A nadie le quedó nunca un vestido de tafeta rhodia como a ella. Si Coco Chanel la descubrió y le puso con puntada de heroína tolstoiana el nombre de la fortuna (se llamaba Hanne Karin Bayer), quien difundió ese misterio solícito fue Godard, su compañero –con casamiento incluido durante algunos años– y el ojo de la cámara que solo la espiaba a ella. A ella se la ve cautelosa y expectante, aunque baile hasta el agotamiento, en cualquiera de los films de Jean-Luc, cuya carrera esos años (los sesenta) parece dedicada a aniquilar las posibilidades del “documental sobre actores” reducidos a una sola actriz (Anna, solo Anna) tanto como a clasificar en cada film los muchos modos de bailar que una juventud dorada requería como divino tesoro. La imperfección de Anna (que nadie piense premiosamente en sus dientes por su pose de boca cerrada) es acaso una de los más notables “dones” del cine del siglo veinte, y es tan plena y necesaria que dispensa al siglo siguiente de desafiarla con nuevas prendas o pruebas. Es una imperfección que merece la aprobación de todos los poetas perfectos de Francia, de Valéry a Bonnefoy.

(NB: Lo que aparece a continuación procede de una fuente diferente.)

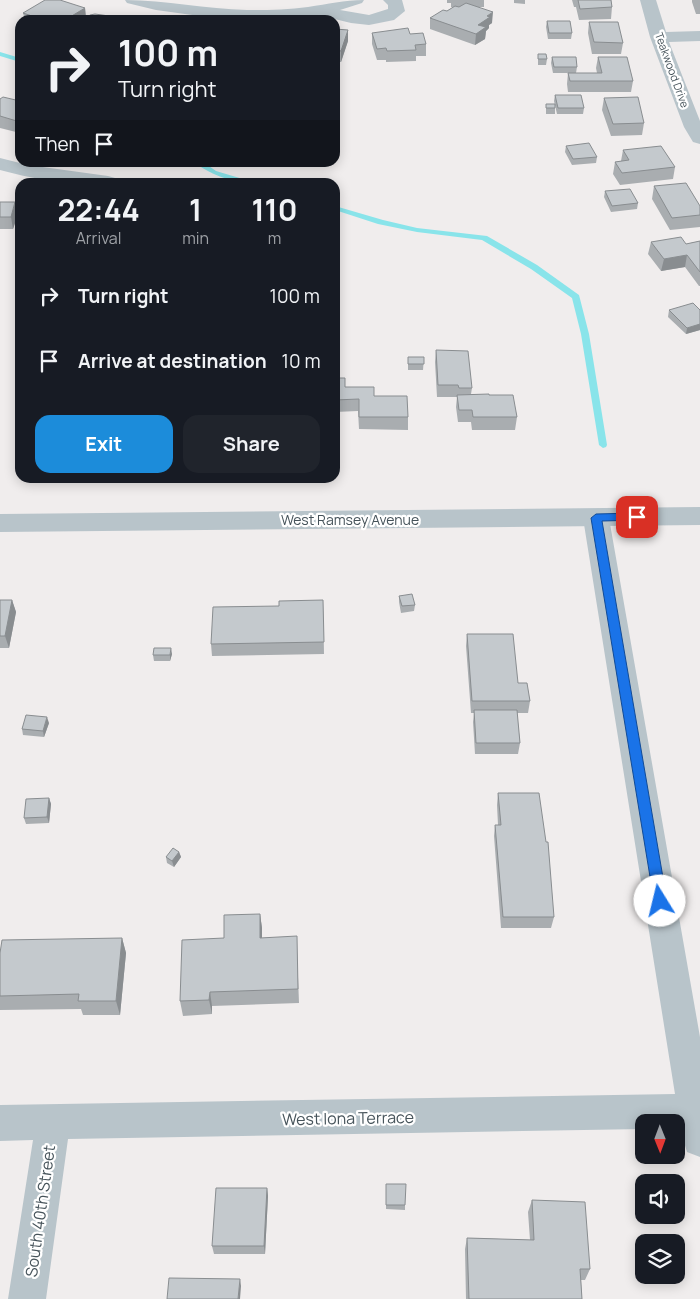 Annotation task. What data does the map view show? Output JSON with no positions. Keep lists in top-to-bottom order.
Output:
{
  "streets": {
    "street": [
      "Teakwood Drive",
      "West Ramsey Avenue",
      "West Iona Terrace",
      "South 40th Street"
    ]
  },
  "crossings": [
    ["West Iona Terrace", "South 40th Street"]
  ],
  "north": "bottom",
  "page": {
    "turn": ["100 m", "Turn right"],
    "then": "Then",
    "eta": [
      "22:44",
      "Arrival",
      "1",
      "min",
      "110",
      "m"
    ],
    "list": [
      {
        "name": "Turn right",
        "value": "100 m"
      },
      {
        "name": "Arrive at destination",
        "value": "10 m"
      }
    ],
    "buttons": ["Exit", "Share"]
  }
} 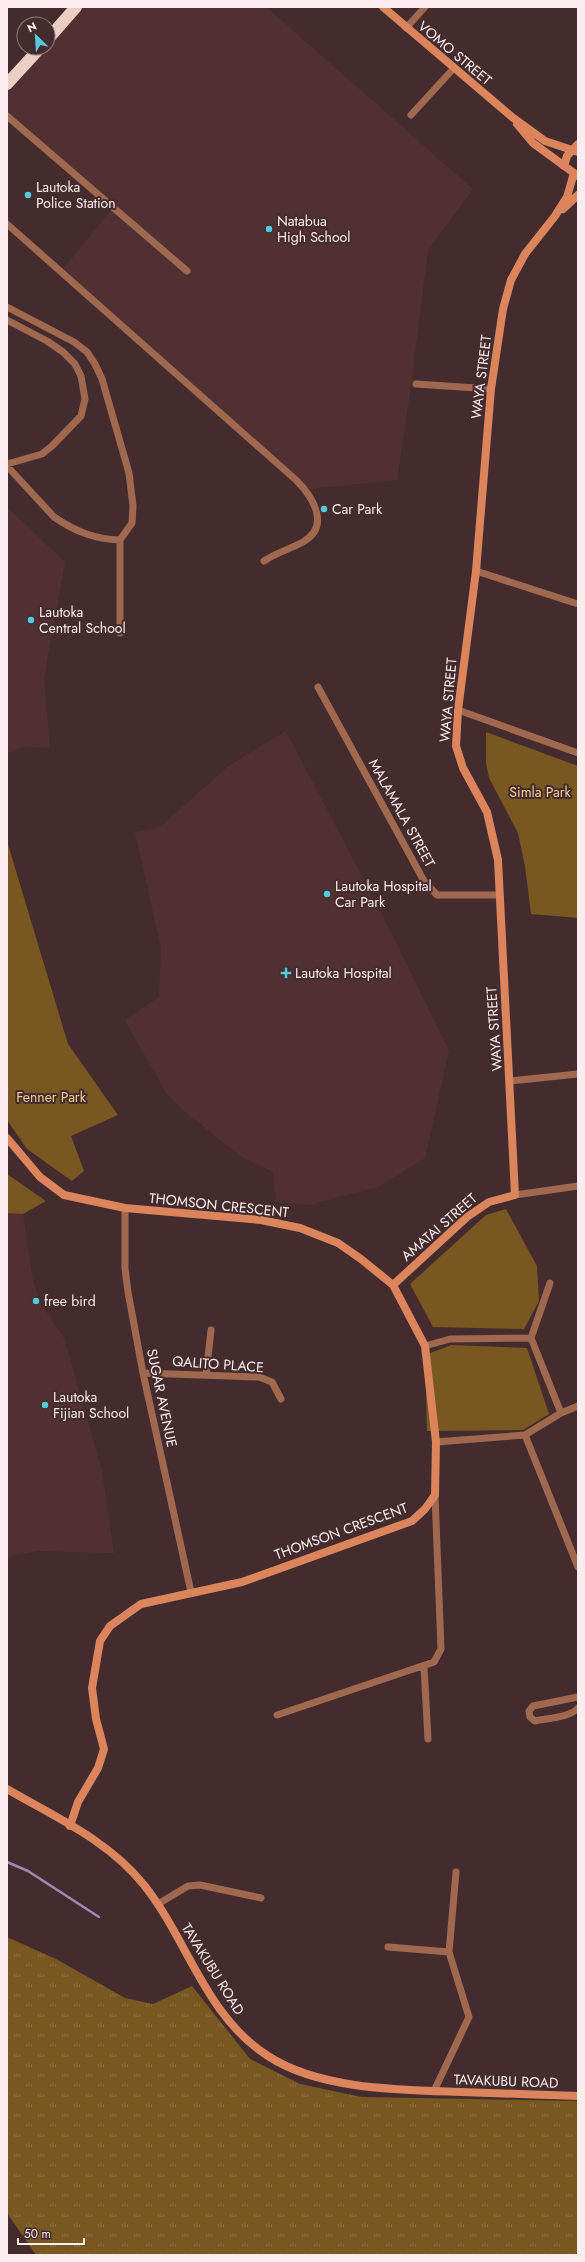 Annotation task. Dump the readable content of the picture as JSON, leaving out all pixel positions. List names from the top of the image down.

El escape de Anna de esa brumosa mística impuesta por zagalas y musas tiene la avasallante actitud que la convierte en mártir de la extrema modernidad. Aun cuando debe someterse, como en Michael Kolhaas - Der Rebell (El rebelde, 1969, Volker Schlöndorf), al predominio de un vengador con fantasías de pirómano, Anna, la chica danesa nacida en un suburbio, Solbjerg, los ojos turquesas de la Nouvelle vague, la cantante de Una mujer es una mujer (1961, el homenaje de Godard a los musicales de los años cincuenta), la de los dúos con Gainsbourg y la de Anna (la comedia musical pop icónica francesa), la escritora de novelas (publicó cuatro, el mismo número de casamientos que tuvo), esa Anna, no se resigna a ser solo el rastro, en ella siempre también el rostro, de la inspiración de alguien. Y si el tema es la inspiración, entonces, es una inspiración sobre ella misma. Murió en París, tenía setenta y nueve años.